Work to be completed:
Look below for the line that contains "position:absolute; left:1949px; top:21px;", then copy it and each following line exactly, through and including the line that contains "flex:none; width:38px; height:38px;".

● ● ● ●

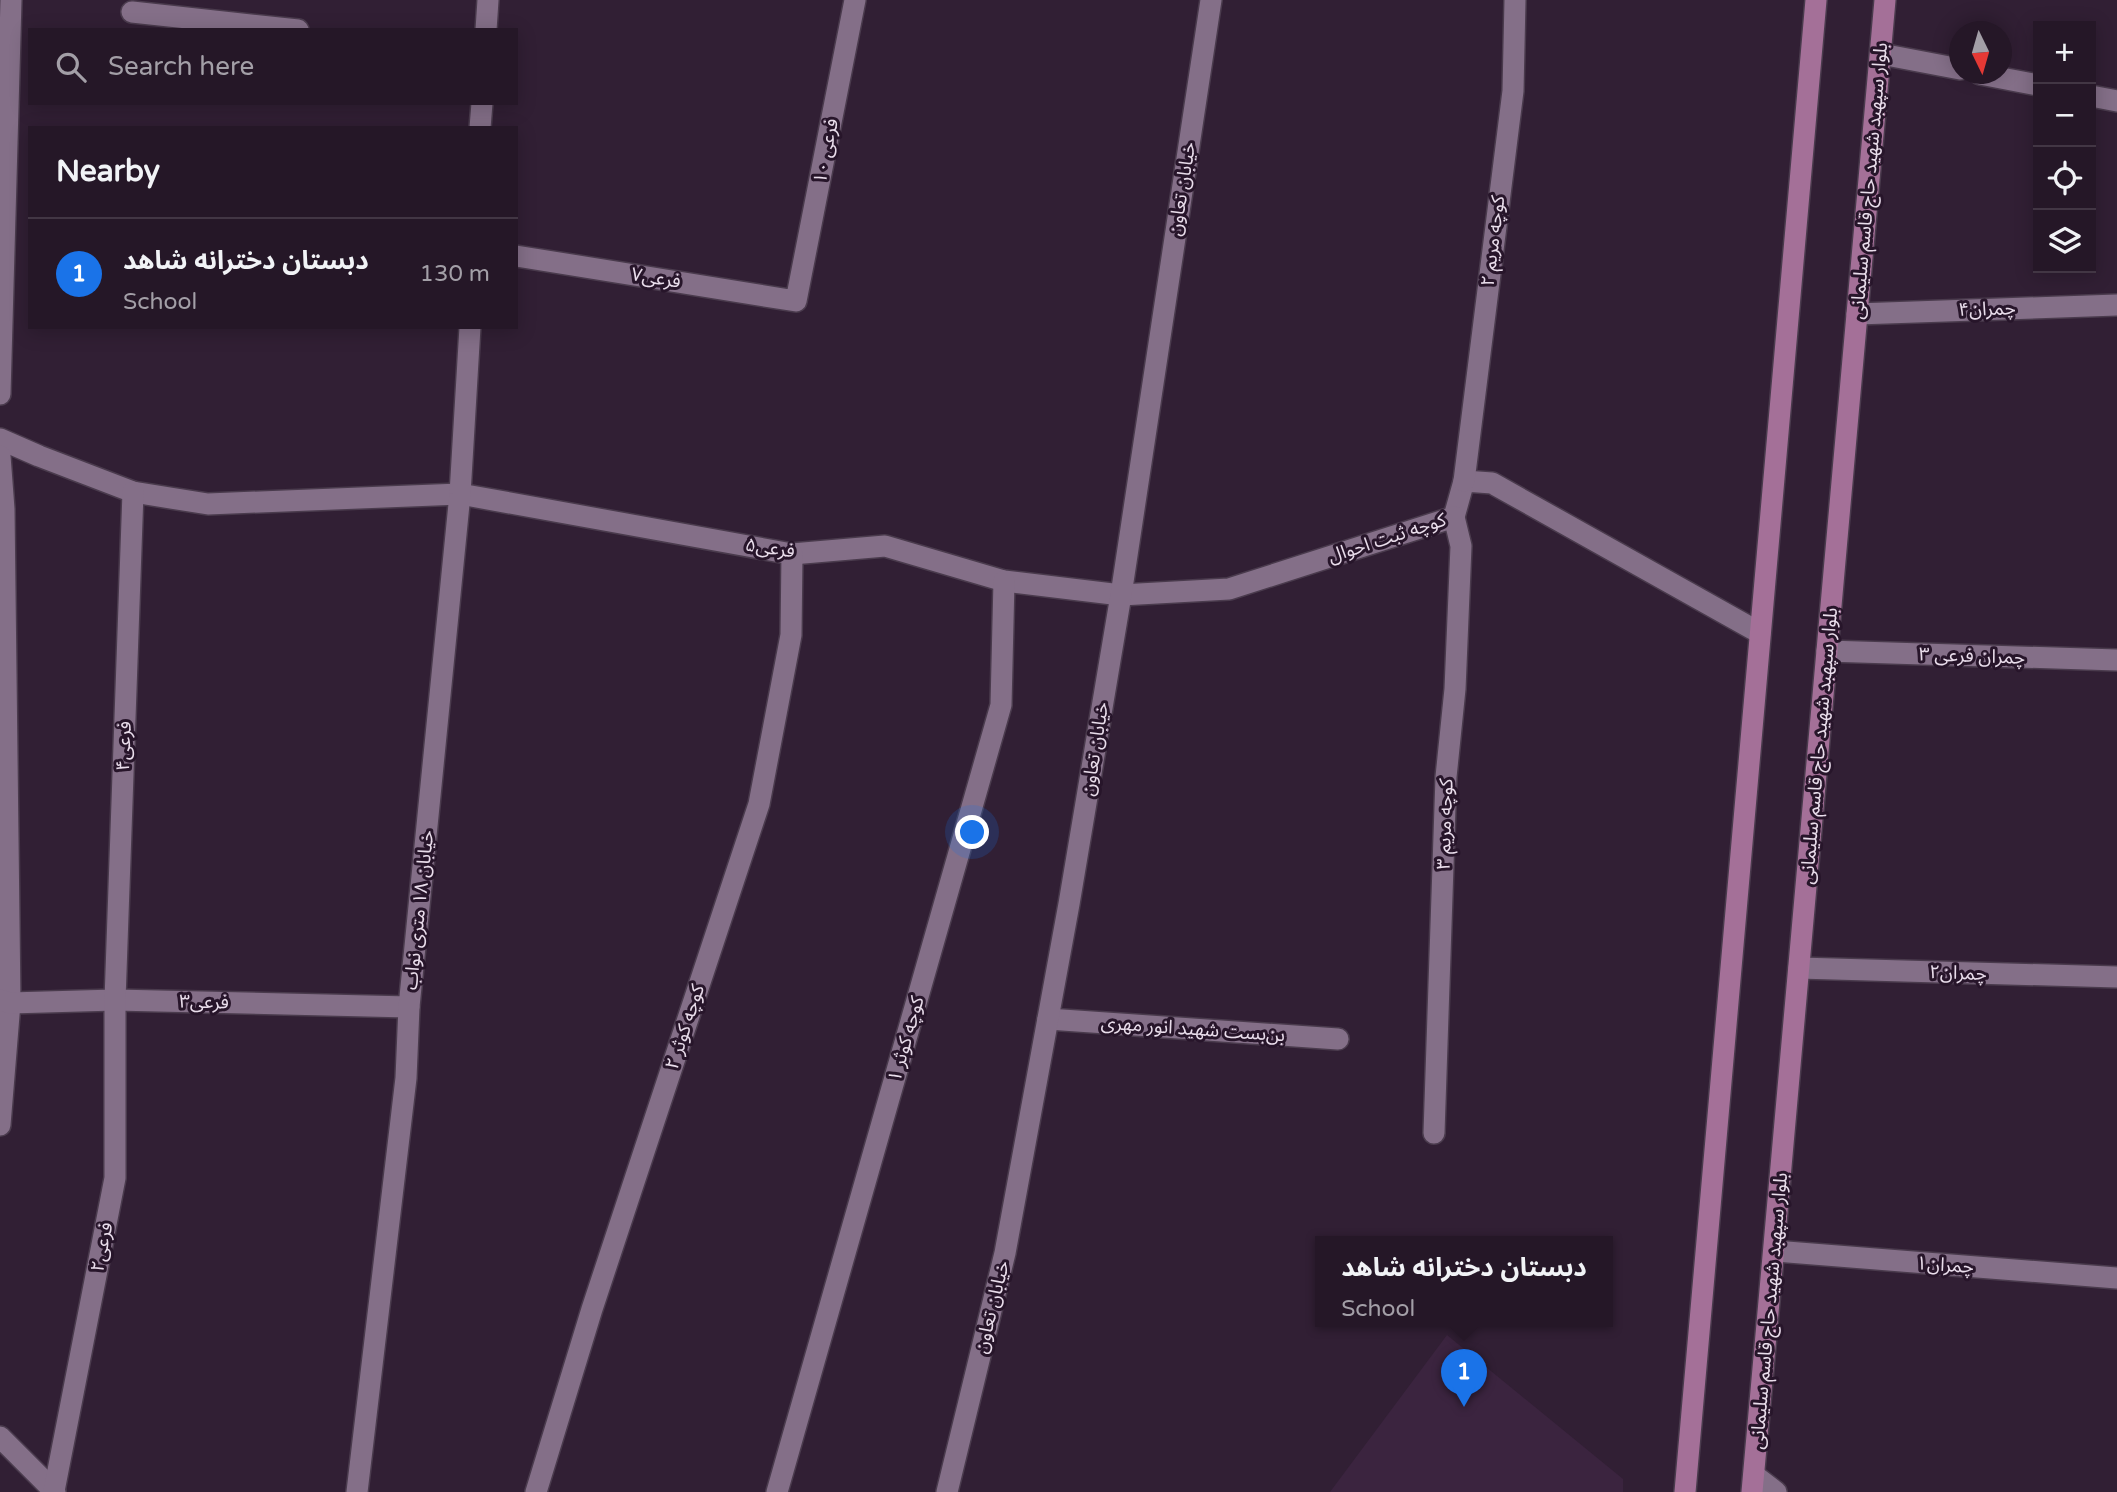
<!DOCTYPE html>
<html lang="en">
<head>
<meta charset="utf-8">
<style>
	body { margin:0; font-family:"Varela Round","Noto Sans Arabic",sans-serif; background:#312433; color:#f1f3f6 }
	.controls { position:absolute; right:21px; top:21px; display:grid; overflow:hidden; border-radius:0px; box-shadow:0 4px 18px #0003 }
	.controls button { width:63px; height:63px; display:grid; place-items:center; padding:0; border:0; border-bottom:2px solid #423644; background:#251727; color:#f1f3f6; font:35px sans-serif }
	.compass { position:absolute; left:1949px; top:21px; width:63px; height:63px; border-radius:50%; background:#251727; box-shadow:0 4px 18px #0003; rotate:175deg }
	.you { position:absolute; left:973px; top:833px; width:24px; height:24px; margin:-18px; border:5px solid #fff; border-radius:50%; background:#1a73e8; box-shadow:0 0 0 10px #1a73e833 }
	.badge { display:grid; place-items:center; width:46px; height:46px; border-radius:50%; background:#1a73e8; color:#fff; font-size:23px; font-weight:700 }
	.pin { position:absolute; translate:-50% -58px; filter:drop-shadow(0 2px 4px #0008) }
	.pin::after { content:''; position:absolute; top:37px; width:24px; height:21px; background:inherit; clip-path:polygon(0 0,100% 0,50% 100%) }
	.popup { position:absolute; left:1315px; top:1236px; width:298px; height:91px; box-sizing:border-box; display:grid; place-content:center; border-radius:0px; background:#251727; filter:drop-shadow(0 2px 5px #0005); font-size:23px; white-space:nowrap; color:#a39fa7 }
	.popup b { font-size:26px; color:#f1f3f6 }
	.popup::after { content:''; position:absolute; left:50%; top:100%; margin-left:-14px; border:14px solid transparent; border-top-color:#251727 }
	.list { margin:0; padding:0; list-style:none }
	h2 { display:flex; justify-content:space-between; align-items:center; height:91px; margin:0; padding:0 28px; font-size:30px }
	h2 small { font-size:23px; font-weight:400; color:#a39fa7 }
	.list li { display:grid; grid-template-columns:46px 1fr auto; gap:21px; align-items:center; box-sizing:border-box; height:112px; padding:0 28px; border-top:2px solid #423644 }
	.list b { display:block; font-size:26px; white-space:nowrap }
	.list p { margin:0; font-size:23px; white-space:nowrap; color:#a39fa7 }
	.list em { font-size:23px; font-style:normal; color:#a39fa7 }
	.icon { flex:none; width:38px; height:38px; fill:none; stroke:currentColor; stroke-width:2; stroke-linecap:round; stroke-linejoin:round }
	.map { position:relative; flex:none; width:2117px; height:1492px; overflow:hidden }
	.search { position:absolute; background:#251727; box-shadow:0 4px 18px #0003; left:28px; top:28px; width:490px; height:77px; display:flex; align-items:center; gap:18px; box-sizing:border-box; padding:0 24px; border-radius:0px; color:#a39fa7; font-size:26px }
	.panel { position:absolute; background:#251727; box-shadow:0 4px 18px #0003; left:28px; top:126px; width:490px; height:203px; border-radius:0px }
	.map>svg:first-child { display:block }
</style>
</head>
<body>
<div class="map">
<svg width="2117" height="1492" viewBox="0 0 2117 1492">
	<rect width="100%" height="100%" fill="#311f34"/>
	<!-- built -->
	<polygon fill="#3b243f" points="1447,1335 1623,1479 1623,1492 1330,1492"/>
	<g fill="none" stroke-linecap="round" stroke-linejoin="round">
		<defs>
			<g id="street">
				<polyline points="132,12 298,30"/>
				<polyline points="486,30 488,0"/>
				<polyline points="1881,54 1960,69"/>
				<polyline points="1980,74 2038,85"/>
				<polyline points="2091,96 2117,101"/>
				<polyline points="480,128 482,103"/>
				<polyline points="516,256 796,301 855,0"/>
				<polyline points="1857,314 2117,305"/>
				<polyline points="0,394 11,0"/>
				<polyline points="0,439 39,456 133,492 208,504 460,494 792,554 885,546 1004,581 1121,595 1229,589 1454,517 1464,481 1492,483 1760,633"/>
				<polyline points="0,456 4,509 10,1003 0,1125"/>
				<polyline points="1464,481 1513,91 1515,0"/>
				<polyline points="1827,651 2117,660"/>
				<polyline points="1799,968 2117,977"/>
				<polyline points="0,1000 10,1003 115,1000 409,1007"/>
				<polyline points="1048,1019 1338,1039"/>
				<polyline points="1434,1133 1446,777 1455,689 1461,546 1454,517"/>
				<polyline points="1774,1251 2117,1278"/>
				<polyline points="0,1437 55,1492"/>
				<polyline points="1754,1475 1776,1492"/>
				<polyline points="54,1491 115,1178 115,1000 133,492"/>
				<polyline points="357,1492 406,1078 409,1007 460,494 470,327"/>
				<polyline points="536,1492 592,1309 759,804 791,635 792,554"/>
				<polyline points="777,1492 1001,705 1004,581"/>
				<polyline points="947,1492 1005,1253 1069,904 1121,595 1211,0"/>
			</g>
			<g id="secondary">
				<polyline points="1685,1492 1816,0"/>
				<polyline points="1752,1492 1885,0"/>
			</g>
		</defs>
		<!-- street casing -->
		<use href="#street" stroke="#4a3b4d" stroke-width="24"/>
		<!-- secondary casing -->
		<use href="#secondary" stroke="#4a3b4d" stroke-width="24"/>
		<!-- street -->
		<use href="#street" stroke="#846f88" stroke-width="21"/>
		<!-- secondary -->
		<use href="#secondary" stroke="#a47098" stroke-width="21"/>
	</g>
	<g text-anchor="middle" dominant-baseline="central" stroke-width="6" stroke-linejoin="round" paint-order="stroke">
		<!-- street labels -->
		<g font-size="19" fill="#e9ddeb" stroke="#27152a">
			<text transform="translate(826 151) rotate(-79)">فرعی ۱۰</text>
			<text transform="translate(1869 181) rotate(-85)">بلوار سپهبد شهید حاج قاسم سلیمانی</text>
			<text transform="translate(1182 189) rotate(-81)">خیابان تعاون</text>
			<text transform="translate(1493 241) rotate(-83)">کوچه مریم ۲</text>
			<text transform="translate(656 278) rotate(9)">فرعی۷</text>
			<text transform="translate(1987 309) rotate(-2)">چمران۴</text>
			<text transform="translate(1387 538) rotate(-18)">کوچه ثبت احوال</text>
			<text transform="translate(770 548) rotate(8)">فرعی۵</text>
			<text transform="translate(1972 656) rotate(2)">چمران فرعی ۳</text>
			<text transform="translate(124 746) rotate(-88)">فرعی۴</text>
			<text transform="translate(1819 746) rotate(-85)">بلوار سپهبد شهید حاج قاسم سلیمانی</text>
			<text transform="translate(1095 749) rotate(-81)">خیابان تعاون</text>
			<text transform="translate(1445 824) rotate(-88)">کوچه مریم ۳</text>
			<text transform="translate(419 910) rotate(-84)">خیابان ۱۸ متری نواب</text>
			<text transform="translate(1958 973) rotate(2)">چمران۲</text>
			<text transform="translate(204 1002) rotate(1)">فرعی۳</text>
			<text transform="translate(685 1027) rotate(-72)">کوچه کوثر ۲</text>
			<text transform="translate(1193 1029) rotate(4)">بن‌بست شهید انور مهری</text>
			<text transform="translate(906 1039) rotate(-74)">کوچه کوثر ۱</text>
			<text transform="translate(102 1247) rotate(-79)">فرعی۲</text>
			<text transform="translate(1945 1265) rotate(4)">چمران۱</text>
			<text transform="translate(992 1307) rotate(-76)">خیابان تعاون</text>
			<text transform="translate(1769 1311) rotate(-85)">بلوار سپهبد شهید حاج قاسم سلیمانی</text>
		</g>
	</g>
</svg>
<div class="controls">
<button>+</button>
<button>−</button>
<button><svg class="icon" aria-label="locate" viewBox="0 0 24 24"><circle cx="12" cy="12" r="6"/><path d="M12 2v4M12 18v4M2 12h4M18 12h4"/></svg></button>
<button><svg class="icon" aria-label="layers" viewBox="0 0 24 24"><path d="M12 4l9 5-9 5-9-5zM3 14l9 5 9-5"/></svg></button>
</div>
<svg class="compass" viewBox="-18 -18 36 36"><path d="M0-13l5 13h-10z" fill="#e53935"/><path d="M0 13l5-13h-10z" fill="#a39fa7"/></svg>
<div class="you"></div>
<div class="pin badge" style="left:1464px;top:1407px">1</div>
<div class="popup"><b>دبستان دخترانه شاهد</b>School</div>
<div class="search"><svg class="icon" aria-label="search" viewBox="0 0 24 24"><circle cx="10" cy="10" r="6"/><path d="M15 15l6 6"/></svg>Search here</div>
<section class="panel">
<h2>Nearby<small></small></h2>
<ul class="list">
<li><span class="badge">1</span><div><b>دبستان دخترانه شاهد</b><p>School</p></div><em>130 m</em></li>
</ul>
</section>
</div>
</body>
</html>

● ● ● ●

Output for this exercise:
	.compass { position:absolute; left:1949px; top:21px; width:63px; height:63px; border-radius:50%; background:#251727; box-shadow:0 4px 18px #0003; rotate:175deg }
	.you { position:absolute; left:973px; top:833px; width:24px; height:24px; margin:-18px; border:5px solid #fff; border-radius:50%; background:#1a73e8; box-shadow:0 0 0 10px #1a73e833 }
	.badge { display:grid; place-items:center; width:46px; height:46px; border-radius:50%; background:#1a73e8; color:#fff; font-size:23px; font-weight:700 }
	.pin { position:absolute; translate:-50% -58px; filter:drop-shadow(0 2px 4px #0008) }
	.pin::after { content:''; position:absolute; top:37px; width:24px; height:21px; background:inherit; clip-path:polygon(0 0,100% 0,50% 100%) }
	.popup { position:absolute; left:1315px; top:1236px; width:298px; height:91px; box-sizing:border-box; display:grid; place-content:center; border-radius:0px; background:#251727; filter:drop-shadow(0 2px 5px #0005); font-size:23px; white-space:nowrap; color:#a39fa7 }
	.popup b { font-size:26px; color:#f1f3f6 }
	.popup::after { content:''; position:absolute; left:50%; top:100%; margin-left:-14px; border:14px solid transparent; border-top-color:#251727 }
	.list { margin:0; padding:0; list-style:none }
	h2 { display:flex; justify-content:space-between; align-items:center; height:91px; margin:0; padding:0 28px; font-size:30px }
	h2 small { font-size:23px; font-weight:400; color:#a39fa7 }
	.list li { display:grid; grid-template-columns:46px 1fr auto; gap:21px; align-items:center; box-sizing:border-box; height:112px; padding:0 28px; border-top:2px solid #423644 }
	.list b { display:block; font-size:26px; white-space:nowrap }
	.list p { margin:0; font-size:23px; white-space:nowrap; color:#a39fa7 }
	.list em { font-size:23px; font-style:normal; color:#a39fa7 }
	.icon { flex:none; width:38px; height:38px; fill:none; stroke:currentColor; stroke-width:2; stroke-linecap:round; stroke-linejoin:round }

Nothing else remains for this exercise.